Su padre, militar, desapareció sin dejar rastro un fatídico día del año 2000. La espera se convirtió en tortura. Pasó un día, luego una semana y finalmente casi seis meses hasta que su familia supo que había sido ejecutado por los talibanes por ir en contra de la ley islámica. Fue un doloroso golpe que paralizó la vida de Nadia, su madre y sus hermanas. Sus rumbos cambiaron por completo. Herat, la localidad en la que se crio, fue tomada por los talibanes, y el devenir de la ciudad se convirtió en un infierno constante para las mujeres, que perdieron todos sus derechos.

Allí no les quedaba ya nada. Aquel lugar representaba una condena sin fin para Nadia y su familia. Su madre, una profesora que había intentado inculcar a sus hijas los valores de la igualdad, se vio obligada a tomar la decisión más importante de su vida. Solo ella sabe las noches que pasó sin dormir pensando en cómo darles un futuro mejor. Solo ellas saben que cumplió con su objetivo y que hoy pueden ser felices lejos de la casa que les arrebató un conflicto interminable.

Nadia no quiere recordar aquello. Su mente lo ha querido borrar, pero es difícil olvidar la larga travesía que tuvieron que emprender después de que su madre pagara a un traficante de personas para llegar en furgoneta a Pakistán y poner rumbo a Europa. En el Viejo Continente les hicieron falta pasaportes falsos y tuvieron que viajar escondidas en un camión desde Italia, donde habían llegado en avión, hasta Dinamarca. Aquella odisea finalizó de forma abrupta una noche en la que las obligaron a bajar del vehículo. Creían que habían llegado a Londres, donde las esperaban unos familiares, pero en realidad las habían engañado y estaban en Randers (Dinamarca). Este suceso las llevó a deambular en busca de un refugio para inmigrantes hasta que aterrizaron en uno cercano a Aalborg, que se convirtió en el punto de partida para Nadia y su familia.

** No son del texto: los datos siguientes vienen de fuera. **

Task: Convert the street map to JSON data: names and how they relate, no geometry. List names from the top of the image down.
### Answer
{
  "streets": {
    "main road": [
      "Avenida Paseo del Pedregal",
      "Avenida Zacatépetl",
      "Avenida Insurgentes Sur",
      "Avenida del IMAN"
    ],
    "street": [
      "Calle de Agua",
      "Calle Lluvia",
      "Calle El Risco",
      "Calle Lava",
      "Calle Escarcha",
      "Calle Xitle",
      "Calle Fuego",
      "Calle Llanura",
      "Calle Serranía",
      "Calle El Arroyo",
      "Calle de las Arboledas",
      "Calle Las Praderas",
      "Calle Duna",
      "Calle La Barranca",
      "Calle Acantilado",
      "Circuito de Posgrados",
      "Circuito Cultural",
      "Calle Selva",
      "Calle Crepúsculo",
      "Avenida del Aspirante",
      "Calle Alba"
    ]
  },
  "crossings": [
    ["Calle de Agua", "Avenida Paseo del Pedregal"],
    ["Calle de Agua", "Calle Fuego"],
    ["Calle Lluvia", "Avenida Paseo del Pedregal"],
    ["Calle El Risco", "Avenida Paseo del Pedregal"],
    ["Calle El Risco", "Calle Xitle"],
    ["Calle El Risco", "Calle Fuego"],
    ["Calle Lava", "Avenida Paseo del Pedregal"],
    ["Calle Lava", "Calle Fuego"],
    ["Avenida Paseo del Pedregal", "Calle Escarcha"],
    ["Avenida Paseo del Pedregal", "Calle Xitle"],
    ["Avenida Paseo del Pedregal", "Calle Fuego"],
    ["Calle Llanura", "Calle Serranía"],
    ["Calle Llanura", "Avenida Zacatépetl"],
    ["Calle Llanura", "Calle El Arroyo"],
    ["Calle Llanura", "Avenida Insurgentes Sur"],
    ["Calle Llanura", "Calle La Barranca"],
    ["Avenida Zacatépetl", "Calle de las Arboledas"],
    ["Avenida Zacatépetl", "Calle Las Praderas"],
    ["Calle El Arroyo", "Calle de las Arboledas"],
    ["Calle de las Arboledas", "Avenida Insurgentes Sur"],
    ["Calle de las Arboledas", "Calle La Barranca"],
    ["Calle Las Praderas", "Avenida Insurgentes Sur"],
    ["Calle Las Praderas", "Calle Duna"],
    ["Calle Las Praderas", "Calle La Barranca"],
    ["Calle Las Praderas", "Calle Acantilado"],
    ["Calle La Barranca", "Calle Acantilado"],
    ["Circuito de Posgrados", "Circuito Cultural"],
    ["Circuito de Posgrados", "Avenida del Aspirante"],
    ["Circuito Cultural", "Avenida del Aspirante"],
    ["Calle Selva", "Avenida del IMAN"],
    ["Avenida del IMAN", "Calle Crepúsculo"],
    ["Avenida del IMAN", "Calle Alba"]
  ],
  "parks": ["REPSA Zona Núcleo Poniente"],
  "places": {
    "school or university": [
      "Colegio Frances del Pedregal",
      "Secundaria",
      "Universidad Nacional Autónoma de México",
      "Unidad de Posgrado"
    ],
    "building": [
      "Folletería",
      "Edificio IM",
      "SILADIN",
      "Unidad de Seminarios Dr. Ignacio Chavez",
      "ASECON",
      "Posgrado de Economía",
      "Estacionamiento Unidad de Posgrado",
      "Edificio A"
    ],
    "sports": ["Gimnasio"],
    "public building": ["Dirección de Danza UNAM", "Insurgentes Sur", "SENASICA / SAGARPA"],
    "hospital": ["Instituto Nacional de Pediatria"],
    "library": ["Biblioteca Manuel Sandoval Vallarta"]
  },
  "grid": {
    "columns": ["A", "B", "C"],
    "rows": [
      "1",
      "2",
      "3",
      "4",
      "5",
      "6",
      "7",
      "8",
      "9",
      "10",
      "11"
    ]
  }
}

En aquel campo de refugiados, el fútbol y Nadia se dieron la mano para no volver a soltarse jamás. El suyo fue un encuentro casi fortuito, con la figura de fondo de su padre, que siempre había intentado transmitir a sus cinco hijas la pasión por este deporte. En su honor Nadia empezó a dar patadas al balón como una forma de reconciliarse con la vida, esa misma que hizo caer balones del cielo en los árboles cercanos al asilo de inmigrantes donde se encontraban. El secreto de aquellas pelotas se hallaba en el campo de fútbol donde entrenaba el GUG Boldklub. La casualidad hizo que Nadia observara más allá y se llevara una grata sorpresa: ¡había niñas jugando!

A Nadia le brillaban los ojos con aquel deporte que conoció en el patio de su casa, acompañada de su padre. Sintió una llamada interior que la empujaba a ser parte de aquello, y no se reprimió. Aquella niña de doce años reunió el coraje suficiente como para plantarse delante del entrenador del equipo y pedir formar parte de él. Y entonces la vida decidió darle la cara a Nadia. Ella y sus hermanas Giti y Diana hallaron en el citado club un lugar en el que empezar a integrarse en la sociedad, mientras su madre luchaba contra los trámites administrativos para que su instalación fuera total.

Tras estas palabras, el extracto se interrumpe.